Peace Starts With Children

Yesterday's events in Israel and Gaza made me wonder if there's any hope for peace between Palestinians and Israelis. I don't approve of Hamas' acts of killing innocent people on buses or in restaurants. If you want to fight, put on a uniform and go fight the soldiers not the civilians. That applies to both sides.

I must confess that I'm not a big fan of either Arafat or Sharon. These two people are not helping any peace-loving Israelis or Palestinians. To have hope in reaching a peaceful agreement, both sides need to appoint moderate politicians, who could listen and understand the opposite party's point of view. I admire Abu-Mazen, and was sad to see him resign from his position as a Palestinian prime minister. I also admire Shimon Peres and Ehud Barak. Unfortunately, good negotiators can't stand being around people, who want to control their decisions.

So, what's the solution?

Peace, like anything else we learn in life, better start at an early age. It would be TOO HARD for people to become accustomed to it at an old age. So, it's understandable when older generations of Israelis and Palestinians can't forget many of their old scars and start anew.

The Peace Research Institute in Tel Aviv, founded by Shimon Peres, is doing precisely what I wrote above. They're trying to get Israeli and Palestinian children to know each other. The institute matches children from both sides with a family member or someone they know, who died or got injured by an attack from the opposite side.

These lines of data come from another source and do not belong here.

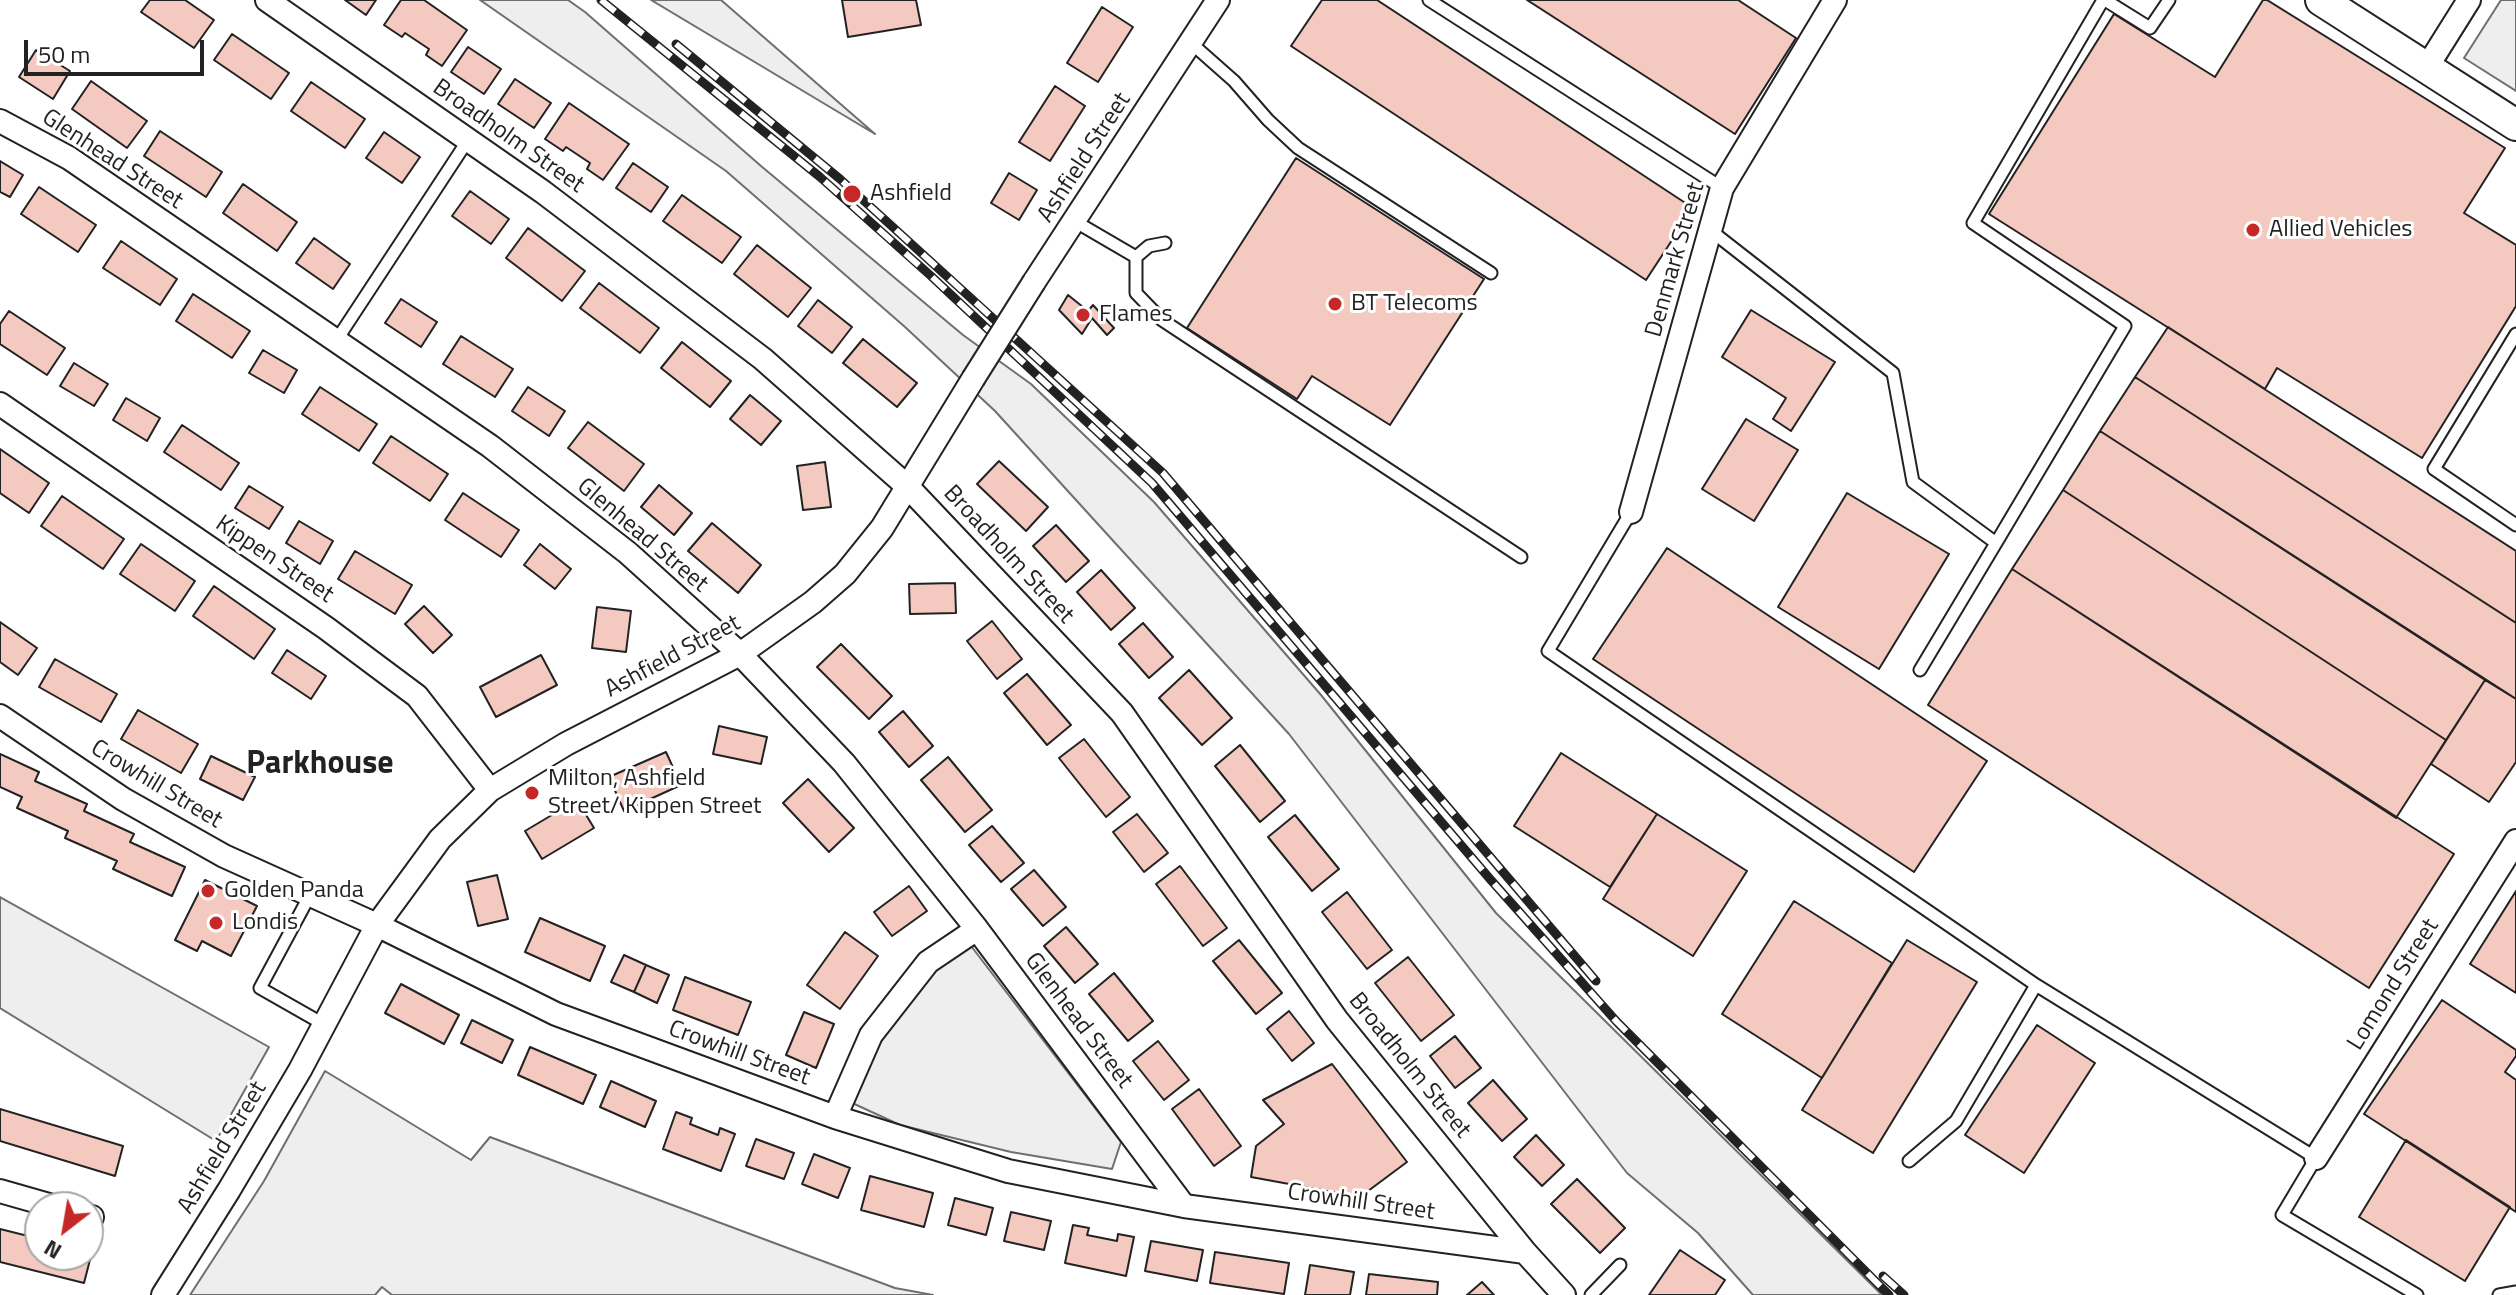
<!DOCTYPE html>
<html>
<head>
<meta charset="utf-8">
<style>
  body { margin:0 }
  #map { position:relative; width:2516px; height:1295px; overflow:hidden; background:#fff; font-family:"Titillium Web",sans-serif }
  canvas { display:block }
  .north { position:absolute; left:24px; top:1191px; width:80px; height:80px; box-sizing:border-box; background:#fff; border:2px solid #a7a7a7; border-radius:50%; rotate:211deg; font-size:22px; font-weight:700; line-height:32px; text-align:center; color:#222 }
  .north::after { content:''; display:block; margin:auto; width:28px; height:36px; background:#c62828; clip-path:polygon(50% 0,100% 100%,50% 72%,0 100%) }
  .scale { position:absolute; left:24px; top:40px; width:180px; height:36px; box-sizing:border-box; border:4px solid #222; border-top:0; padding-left:10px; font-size:24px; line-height:28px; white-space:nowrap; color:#222; -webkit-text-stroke:6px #fff; paint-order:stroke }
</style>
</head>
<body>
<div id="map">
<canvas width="2516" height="1295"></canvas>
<div class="north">N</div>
<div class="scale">50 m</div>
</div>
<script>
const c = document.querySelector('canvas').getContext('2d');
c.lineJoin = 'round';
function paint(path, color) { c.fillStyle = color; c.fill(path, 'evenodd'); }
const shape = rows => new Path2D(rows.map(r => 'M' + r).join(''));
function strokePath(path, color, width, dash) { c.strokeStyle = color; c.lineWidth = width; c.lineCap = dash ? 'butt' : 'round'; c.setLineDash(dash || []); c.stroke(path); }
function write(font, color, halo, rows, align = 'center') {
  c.font = font + ' "Titillium Web",sans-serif'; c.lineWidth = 6; c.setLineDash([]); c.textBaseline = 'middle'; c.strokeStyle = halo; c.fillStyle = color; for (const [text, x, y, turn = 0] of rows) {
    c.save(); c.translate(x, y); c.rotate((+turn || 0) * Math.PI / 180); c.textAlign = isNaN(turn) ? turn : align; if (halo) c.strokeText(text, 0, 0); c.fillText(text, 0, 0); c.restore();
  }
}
const green = shape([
  [480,0,568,0,585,12,761,166,963,335,1031,384,1154,502,1321,695,1496,913,1882,1295,1753,1295,1698,1233,1627,1173,1289,734,995,411,905,327,726,171,480,0],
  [651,0,721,0,875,134,651,0],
  [2501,0,2516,0,2516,91,2464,58,2501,0],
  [0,897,269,1047,216,1141,0,1008,0,897],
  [968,942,1121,1142,1112,1169,1011,1152,900,1125,850,1102,873,1042,923,979,968,942],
  [325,1071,471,1160,490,1137,895,1288,933,1295,392,1295,382,1287,375,1295,190,1295,264,1181,325,1071]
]);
paint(green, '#eee');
strokePath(green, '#6f6f6f', 2);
const building = shape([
  [150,0,185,0,214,20,194,48,141,12,150,0],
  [345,0,376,0,366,15,345,0],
  [401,0,424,0,467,30,442,66,426,55,429,49,405,33,402,37,384,25,401,0],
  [842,0,916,0,921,25,848,37,842,0],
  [1322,0,1377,0,1693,208,1646,280,1291,46,1322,0],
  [1527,0,1738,0,1796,38,1735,134,1527,0],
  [2263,0,2267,0,2505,148,2464,213,2516,245,2516,306,2422,458,2277,368,2265,389,1989,214,2114,14,2215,77,2263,0],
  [1102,7,1133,27,1098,82,1067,63,1102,7],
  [232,34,289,73,271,99,214,60,232,34],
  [468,47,501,69,484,94,451,72,468,47],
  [36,50,70,71,53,99,19,77,36,50],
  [515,79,551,103,534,128,498,104,515,79],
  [91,81,147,121,127,148,72,109,91,81],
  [311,82,365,119,345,148,291,111,311,82],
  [1055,86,1085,106,1050,161,1019,142,1055,86],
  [569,103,629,144,603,180,587,169,590,163,566,147,563,151,545,139,569,103],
  [160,131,222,172,206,197,144,156,160,131],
  [384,132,420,157,402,183,366,158,384,132],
  [1296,158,1484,279,1390,425,1312,376,1297,399,1187,328,1296,158],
  [0,161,23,175,10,197,0,192,0,161],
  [633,163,668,187,651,212,616,188,633,163],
  [1009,173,1037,190,1019,220,991,203,1009,173],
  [243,184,297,222,277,251,223,213,243,184],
  [39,187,96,225,78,252,21,214,39,187],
  [470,191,509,219,491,244,452,216,470,191],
  [682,195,741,237,722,263,663,221,682,195],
  [528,228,585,271,562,301,506,258,528,228],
  [314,238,350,264,333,289,296,263,314,238],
  [121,241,177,279,160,305,103,268,121,241],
  [757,245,811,288,788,317,734,274,757,245],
  [599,283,659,328,640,353,580,308,599,283],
  [193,294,250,331,232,358,176,321,193,294],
  [1068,295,1088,311,1093,305,1114,328,1107,335,1092,318,1082,334,1059,310,1068,295],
  [401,299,437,322,421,347,385,323,401,299],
  [818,300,852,327,832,353,798,326,818,300],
  [1751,310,1835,362,1791,431,1773,419,1786,398,1722,357,1751,310],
  [9,311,65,348,47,375,0,344,0,324,9,311],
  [2168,327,2516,551,2516,623,2135,377,2168,327],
  [461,336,513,369,495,397,443,364,461,336],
  [863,339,917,383,897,407,843,363,863,339],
  [682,342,731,381,710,407,661,368,682,342],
  [263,350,297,370,284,393,249,373,263,350],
  [74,363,108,384,94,406,60,386,74,363],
  [2135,377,2516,623,2516,699,2100,431,2135,377],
  [320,387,377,424,359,451,302,414,320,387],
  [528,387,565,411,549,436,512,411,528,387],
  [750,395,781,421,761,445,730,419,750,395],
  [126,398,160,418,147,441,113,420,126,398],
  [1746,419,1798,450,1754,521,1702,489,1746,419],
  [588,422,644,464,624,491,568,448,588,422],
  [182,425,239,463,221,490,164,452,182,425],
  [2100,431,2485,680,2446,740,2063,490,2100,431],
  [391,436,448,474,430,501,373,463,391,436],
  [0,449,49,483,29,513,0,493,0,449],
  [999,461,1048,507,1026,531,977,484,999,461],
  [825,462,831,507,803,510,797,466,825,462],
  [659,485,692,513,674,535,641,507,659,485],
  [249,486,283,507,269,529,235,508,249,486],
  [2063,490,2446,740,2396,818,2012,569,2063,490],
  [463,493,519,530,501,557,445,520,463,493],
  [1847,493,1949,554,1879,669,1778,607,1847,493],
  [62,496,124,539,103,569,41,526,62,496],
  [299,521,333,541,320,564,286,543,299,521],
  [712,523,761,565,738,593,688,551,712,523],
  [1056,525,1089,561,1066,582,1033,546,1056,525],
  [141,544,195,581,175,611,120,574,141,544],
  [540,544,571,569,555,589,524,565,540,544],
  [1667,548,1987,761,1914,872,1593,659,1667,548],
  [355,551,412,585,395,614,338,579,355,551],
  [2012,569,2454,854,2369,988,1928,705,2012,569],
  [1101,570,1135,608,1111,630,1077,592,1101,570],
  [955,583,956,613,910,614,909,584,955,583],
  [214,586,275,629,254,659,193,616,214,586],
  [424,606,452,635,433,653,405,624,424,606],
  [597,607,631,611,626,652,592,648,597,607],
  [992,621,1022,659,997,679,967,641,992,621],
  [0,622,37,648,18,675,0,662,0,622],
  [1143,623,1173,657,1149,678,1119,644,1143,623],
  [841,644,892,696,869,719,817,667,841,644],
  [287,650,326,676,311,699,272,673,287,650],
  [541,655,557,685,496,717,480,687,541,655],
  [55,659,117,694,101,722,39,687,55,659],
  [1189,670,1232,718,1202,745,1159,698,1189,670],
  [1027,674,1071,725,1047,745,1004,693,1027,674],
  [2485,680,2516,699,2516,762,2489,802,2431,764,2485,680],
  [138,710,198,744,181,773,121,739,138,710],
  [903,711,933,746,909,767,879,732,903,711],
  [719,726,767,737,761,764,713,754,719,726],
  [1084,739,1130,797,1106,817,1059,758,1084,739],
  [1240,745,1285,801,1260,822,1215,766,1240,745],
  [666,752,681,785,624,811,609,777,666,752],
  [1561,753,1657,814,1610,887,1514,826,1561,753],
  [0,754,39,772,35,781,87,804,84,811,134,834,130,842,185,867,172,896,113,869,117,861,65,838,68,831,17,808,22,797,0,787,0,754],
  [211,756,255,777,243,800,200,779,211,756],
  [948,757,992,810,965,832,921,780,948,757],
  [808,779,854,828,829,852,783,803,808,779],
  [577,800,594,828,542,859,525,831,577,800],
  [1137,814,1168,853,1144,872,1113,832,1137,814],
  [1657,814,1747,871,1693,956,1603,899,1657,814],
  [1295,815,1339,869,1312,891,1268,837,1295,815],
  [992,826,1024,863,1001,882,969,845,992,826],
  [1180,866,1227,928,1203,946,1156,884,1180,866],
  [1034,870,1066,907,1043,926,1011,889,1034,870],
  [497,875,508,919,478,926,467,882,497,875],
  [205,880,257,906,231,956,202,941,197,951,175,940,205,880],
  [909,886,927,911,892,936,874,912,909,886],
  [2516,891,2516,993,2470,964,2516,891],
  [1347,892,1392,950,1367,969,1322,912,1347,892],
  [1794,901,1892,963,1822,1078,1722,1014,1794,901],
  [540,918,605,946,590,981,525,952,540,918],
  [1066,927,1098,964,1075,983,1044,946,1066,927],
  [845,932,878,956,840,1009,807,985,845,932],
  [1239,940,1282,993,1256,1014,1213,961,1239,940],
  [1907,940,1977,982,1873,1153,1802,1110,1907,940],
  [624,955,646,965,634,992,611,982,624,955],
  [1408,957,1454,1015,1421,1041,1375,983,1408,957],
  [646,965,669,975,657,1003,634,992,646,965],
  [1114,973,1153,1021,1128,1041,1089,994,1114,973],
  [685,977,751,1002,738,1035,673,1010,685,977],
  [401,984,459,1015,444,1044,385,1013,401,984],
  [2442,1000,2516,1050,2516,1056,2505,1072,2516,1080,2516,1212,2364,1114,2442,1000],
  [1289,1011,1314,1043,1292,1061,1267,1029,1289,1011],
  [804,1012,834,1024,816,1068,786,1055,804,1012],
  [472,1020,513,1040,502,1063,461,1043,472,1020],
  [2037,1025,2095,1063,2024,1173,1965,1135,2037,1025],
  [1455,1036,1481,1068,1455,1088,1430,1056,1455,1036],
  [1158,1041,1189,1080,1164,1100,1133,1061,1158,1041],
  [530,1047,596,1075,583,1104,518,1075,530,1047],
  [1332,1064,1407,1162,1360,1197,1251,1177,1256,1146,1284,1124,1263,1100,1332,1064],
  [1493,1080,1527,1119,1502,1141,1468,1103,1493,1080],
  [611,1081,656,1101,645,1127,600,1107,611,1081],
  [1199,1089,1241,1146,1214,1166,1172,1109,1199,1089],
  [0,1109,123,1146,115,1176,0,1141,0,1109],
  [676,1112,692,1118,690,1124,718,1135,720,1128,735,1134,721,1171,663,1149,676,1112],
  [1536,1135,1564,1165,1542,1186,1514,1157,1536,1135],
  [756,1139,794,1153,784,1179,746,1166,756,1139],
  [2406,1140,2510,1207,2465,1281,2359,1217,2406,1140],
  [814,1154,850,1168,838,1198,802,1184,814,1154],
  [870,1176,933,1193,924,1227,861,1210,870,1176],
  [1577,1179,1625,1228,1600,1253,1551,1204,1577,1179],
  [955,1198,993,1208,986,1235,948,1225,955,1198],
  [1011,1212,1051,1221,1044,1250,1004,1241,1011,1212],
  [1073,1225,1089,1228,1087,1235,1117,1241,1118,1234,1134,1237,1126,1276,1065,1263,1073,1225],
  [0,1229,40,1239,40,1255,88,1255,88,1251,92,1252,84,1283,0,1262,0,1229],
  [1151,1241,1203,1250,1197,1281,1145,1271,1151,1241],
  [1680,1250,1725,1280,1715,1295,1649,1295,1680,1250],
  [1215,1252,1289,1263,1284,1294,1210,1283,1215,1252],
  [1310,1265,1354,1272,1350,1295,1305,1295,1310,1265],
  [1369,1274,1438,1282,1437,1295,1366,1295,1369,1274],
  [1482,1282,1494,1295,1467,1295,1482,1282]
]);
paint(building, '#f3c9c0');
strokePath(building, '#222', 2);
const lane = shape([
  [1429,0,1722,188],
  [2105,0,2150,28,2169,0],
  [1191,43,1234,81,1268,120,1298,148,1491,273],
  [1076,222,1136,257],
  [1710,230,1893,373,1913,482,1996,543,1920,670],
  [1136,257,1136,293,1162,320,1521,557],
  [1136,257,1149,246,1165,243],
  [2516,334,2434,469,2516,525],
  [336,341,468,140],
  [1631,512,1548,651,2036,985,2316,1158,2282,1215,2417,1295],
  [1996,543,2125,326,1973,223,2103,0],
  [310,895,260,988,325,1025],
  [1909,1161,1956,1121,2036,985],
  [1591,1295,1620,1265],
  [2499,1295,2516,1292]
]);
const street = shape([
  [267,0,543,192,763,359,908,487,1122,713,1337,1020,1525,1252,1564,1295],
  [2427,67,2469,0],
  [0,121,69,158,490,446,628,553,740,654,844,763,977,929,1184,1206],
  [1034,282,1218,0],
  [0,404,326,628,417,696,490,790],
  [1631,512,1722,188,1835,0],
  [0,716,123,799,224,856,377,925,556,1014,835,1117,1008,1171,1184,1206,1525,1252],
  [835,1117,871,1035,928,962,977,929],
  [2316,1158,2516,841],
  [0,1191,56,1207],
  [88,1216,92,1217],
  [163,1295,229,1190,300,1070,377,925,440,839,490,790,566,744,740,654,813,602,845,574,882,528,973,379]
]);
const secondary = shape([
  [2321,0,2516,125]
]);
strokePath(lane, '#222', 15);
strokePath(street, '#222', 26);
strokePath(secondary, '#222', 34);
strokePath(lane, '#fff', 11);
strokePath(street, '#fff', 22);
strokePath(secondary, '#fff', 30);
const rail = shape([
  [601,0,820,177,931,276,1152,483,1490,879,1617,1022,1889,1295],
  [676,44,840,179,1163,473,1596,981],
  [1883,1276,1904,1295]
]);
strokePath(rail, '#222', 9);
strokePath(rail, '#fff', 6, [18]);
const streetBridge = shape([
  [973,379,1034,282]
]);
strokePath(streetBridge, '#222', 26, []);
strokePath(streetBridge, '#fff', 22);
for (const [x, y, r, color] of [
  [852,194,10,"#c62828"],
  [2253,230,8,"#c62828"],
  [1335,304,8,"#c62828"],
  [1083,315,8,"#c62828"],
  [532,793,8,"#c62828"],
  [208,891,8,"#c62828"],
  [216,923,8,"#c62828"]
]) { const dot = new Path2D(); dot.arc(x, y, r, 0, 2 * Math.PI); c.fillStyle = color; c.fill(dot); strokePath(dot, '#fff', 3); }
write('24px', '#222', '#fff', [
  ["Broadholm Street",508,137,35],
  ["Ashfield Street",1085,158,-57],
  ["Glenhead Street",112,160,33],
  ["Denmark Street",1676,260,-74],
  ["Glenhead Street",642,536,40],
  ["Broadholm Street",1008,555,47],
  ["Kippen Street",274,560,34],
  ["Ashfield Street",673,657,-28],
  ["Crowhill Street",156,785,31],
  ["Lomond Street",2394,985,-58],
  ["Glenhead Street",1078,1021,53],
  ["Crowhill Street",739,1054,20],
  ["Broadholm Street",1409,1066,51],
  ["Ashfield Street",223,1148,-59],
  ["Crowhill Street",1361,1203,8]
]);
write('24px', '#222', '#fff', [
  ["Ashfield",870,194],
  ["Allied Vehicles",2269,230],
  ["BT Telecoms",1351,304],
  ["Flames",1099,315],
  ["Milton, Ashfield",548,779],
  ["Street/ Kippen Street",548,807],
  ["Golden Panda",224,891],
  ["Londis",232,923]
], 'left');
write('bold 32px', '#222', '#fff', [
  ["Parkhouse",320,765]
]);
</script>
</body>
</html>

The institute's peace team for soccer was in Dallas a few weeks ago. They participated in Dallas Cup XXV. The children spent time together. They forgot their disagreements and differences. They played together as one team. The Palestinian children stayed with Jewish families from Dallas/Fort Worth and vice versa. Read the complete story of their Dallas experience here. It's one of a few reports I've read lately that brought me hope.

I can only look forward and not backward. My husband thinks of me as a baby optimist, who believes there must be a pony since there's all this poop. That's how I really am. I can only look forward and hope for the best.